Academic paper summary: Employing Explainable AI to Optimize the Return Target Function of a Loan Portfolio
Source: https://www.frontiersin.org/articles/10.3389/frai.2021.693022/full
Background
It is essential in finance to measure risk and to be able to price it accurately. In the case of credit scoring, pricing can be challenging because we have an asymmetric loss distribution with fat tails: significant losses have a low probability, while small gains have a high probability. As defaults are rare events, it can be challenging to improve prediction accuracy, and ML models would need to be very robust and based on high-quality data (which is rarely the case with credit data) to do so. This creates 3 types of problems:
- “optimization in the tail of the loss distribution as such is difficult — because of data issues, error propagation, and accuracy restrictions”

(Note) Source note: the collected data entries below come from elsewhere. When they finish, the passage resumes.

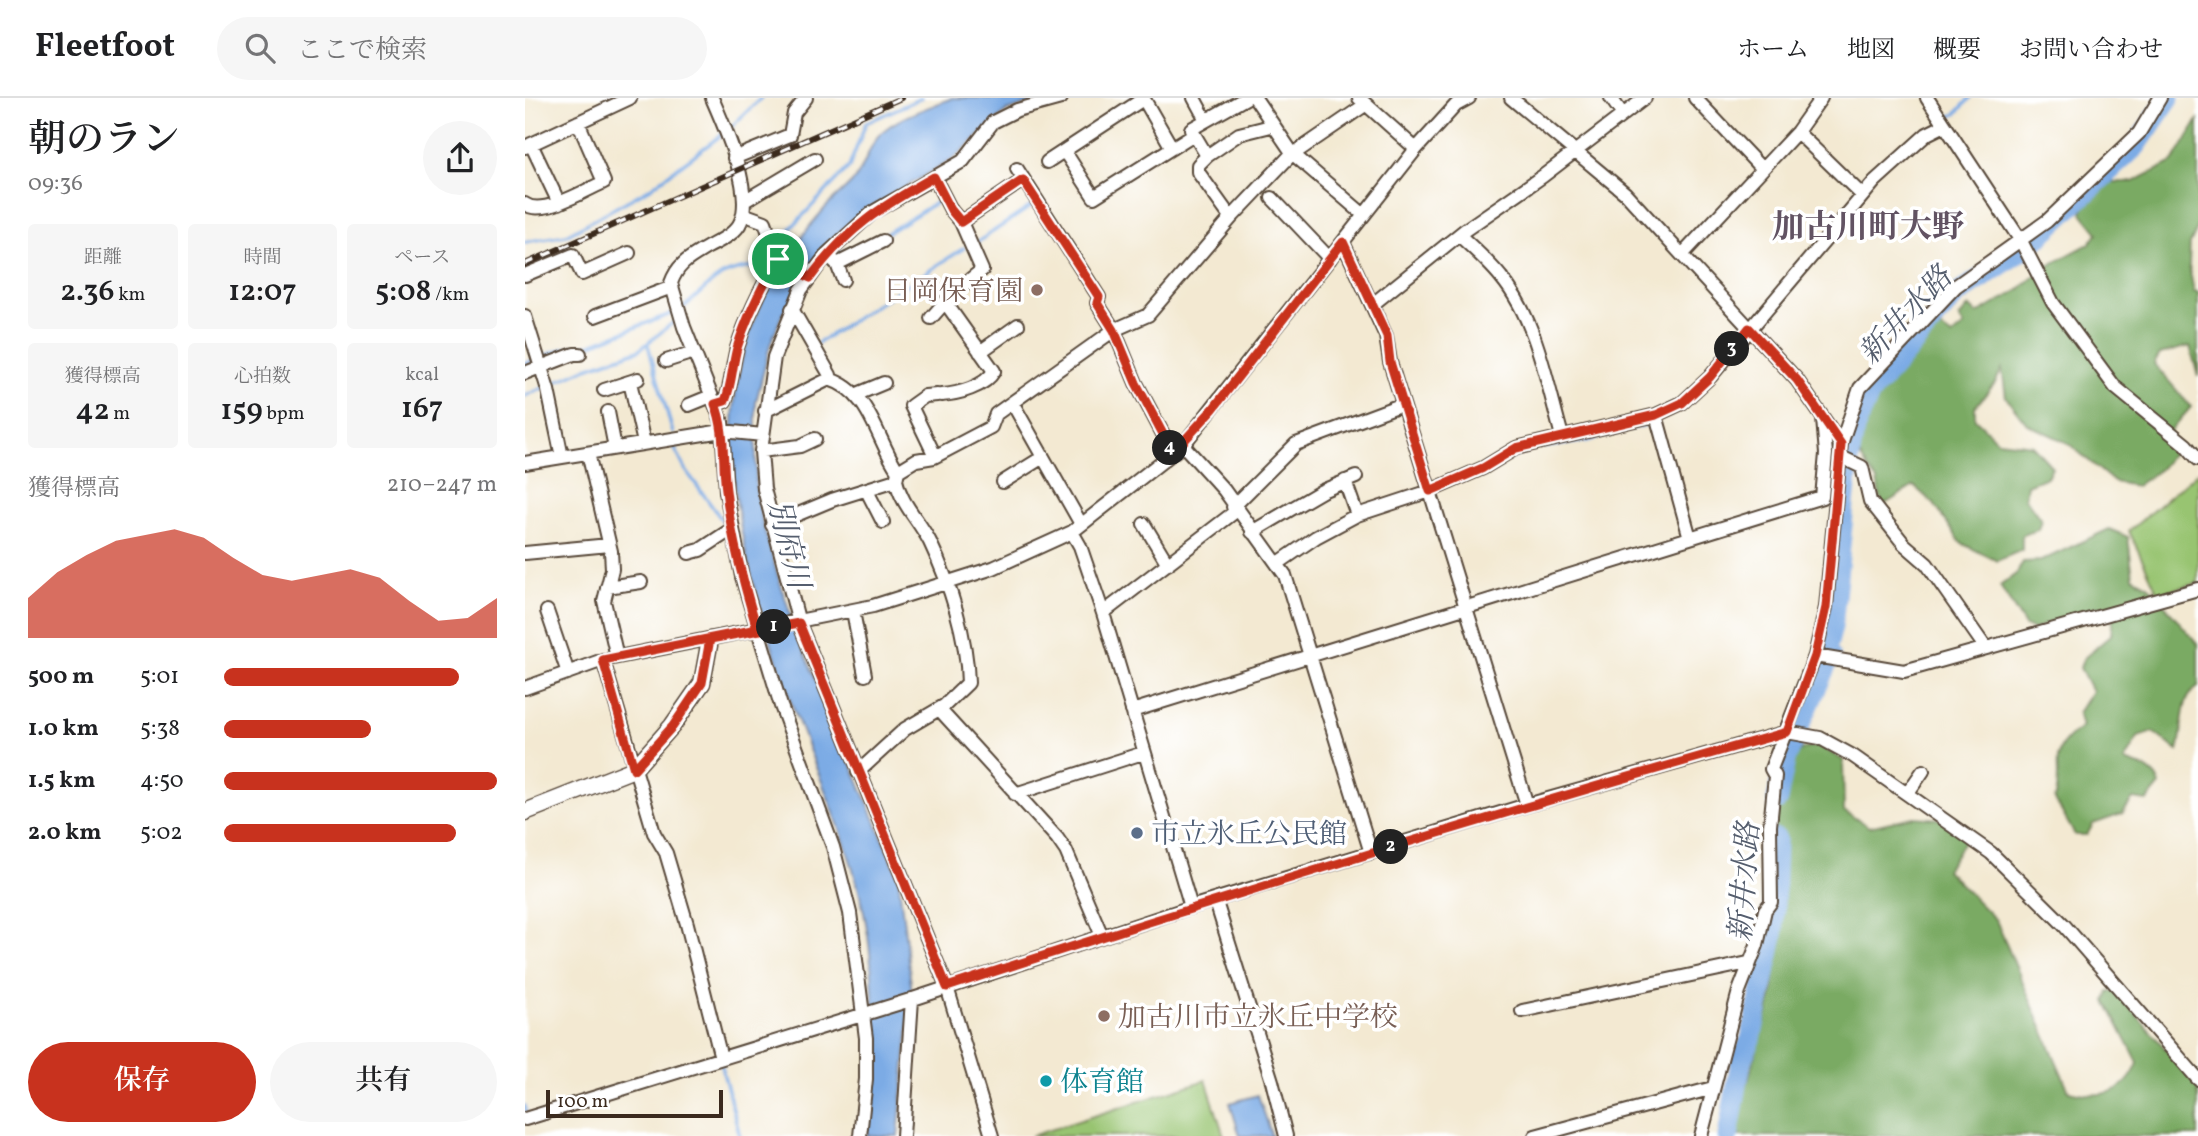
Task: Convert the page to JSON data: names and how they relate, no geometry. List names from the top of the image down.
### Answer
{
  "districts": ["加古川町大野"],
  "water": ["新井水路", "別府川"],
  "places": [
    "日岡保育園",
    "市立氷丘公民館",
    "加古川市立氷丘中学校",
    "体育館"
  ],
  "scale_bar": "100 m",
  "page": {
    "header": "Fleetfoot",
    "search": "ここで検索",
    "nav": [
      "ホーム",
      "地図",
      "概要",
      "お問い合わせ"
    ],
    "heading": ["朝のラン", "09:36"],
    "stats": [
      ["距離", "2.36 km"],
      ["時間", "12:07"],
      ["ペース", "5:08 /km"],
      ["獲得標高", "42 m"],
      ["心拍数", "159 bpm"],
      ["kcal", "167"]
    ],
    "pins": [
      "3",
      "4",
      "1",
      "2"
    ],
    "chart": ["獲得標高", "210–247 m"],
    "list": [
      {
        "name": "500 m",
        "note": "5:01"
      },
      {
        "name": "1.0 km",
        "note": "5:38"
      },
      {
        "name": "1.5 km",
        "note": "4:50"
      },
      {
        "name": "2.0 km",
        "note": "5:02"
      }
    ],
    "buttons": ["保存", "共有"],
    "scale": "100 m"
  }
}
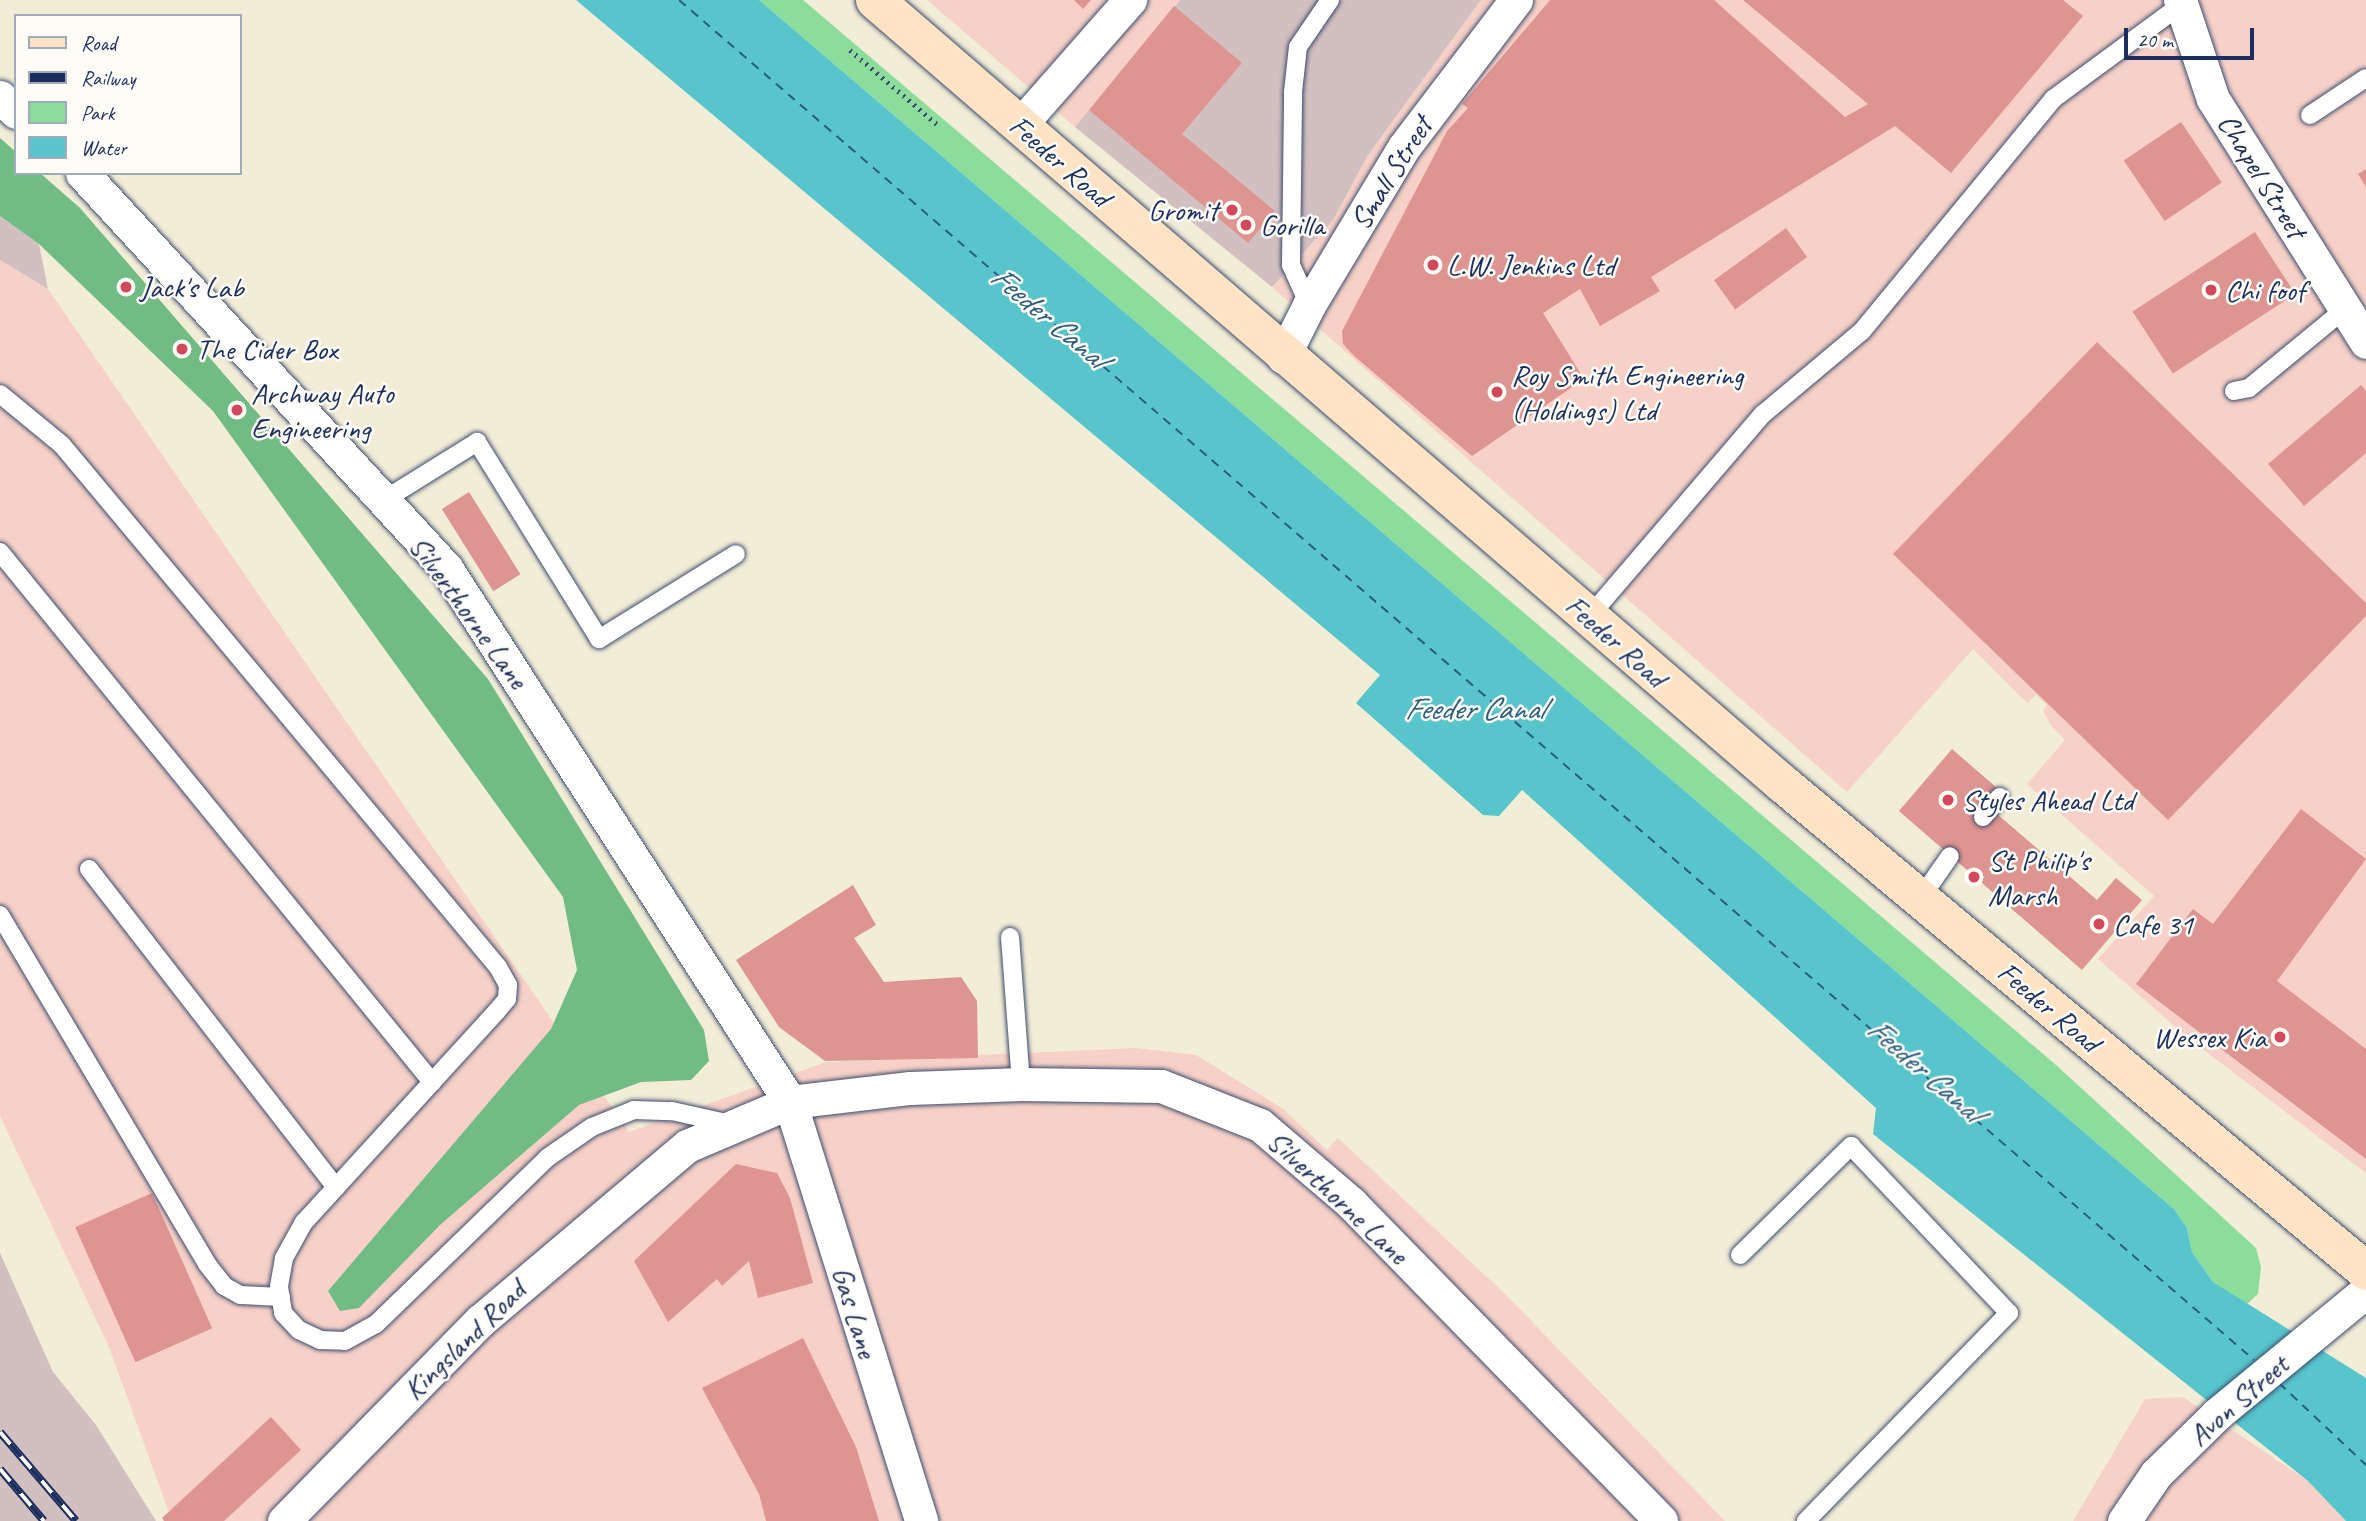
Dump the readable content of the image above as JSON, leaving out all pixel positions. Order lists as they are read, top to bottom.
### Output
{
  "streets": {
    "street": [
      "Feeder Road",
      "Small Street",
      "Chapel Street",
      "Silverthorne Lane",
      "Gas Lane",
      "Kingsland Road",
      "Avon Street"
    ]
  },
  "crossings": [
    ["Feeder Road", "Small Street"],
    ["Silverthorne Lane", "Gas Lane"],
    ["Silverthorne Lane", "Kingsland Road"]
  ],
  "water": ["Feeder Canal"],
  "places": [
    "Gromit",
    "Gorilla",
    "L.W. Jenkins Ltd",
    "Jack's Lab",
    "Chi foof",
    "The Cider Box",
    "Roy Smith Engineering (Holdings) Ltd",
    "Archway Auto Engineering",
    "Styles Ahead Ltd",
    "St Philip's Marsh",
    "Cafe 31",
    "Wessex Kia"
  ],
  "legend": [
    "Road",
    "Railway",
    "Park",
    "Water"
  ],
  "scale_bar": "20 m"
}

- “optimizing for the lowest number of defaults conditional to some lower accuracy bound will often result in a suboptimal economic situation, the cost/benefit ratio of defaulters and non-defaulters being highly asymmetrical”
- “The soaring use of advanced ML techniques in finance with the desired goal of higher prediction accuracy renders the decision process increasingly opaque. This, in turn, conflicts with the demands for transparency and explainability issued by regulatory bodies and supervisory authorities in finance”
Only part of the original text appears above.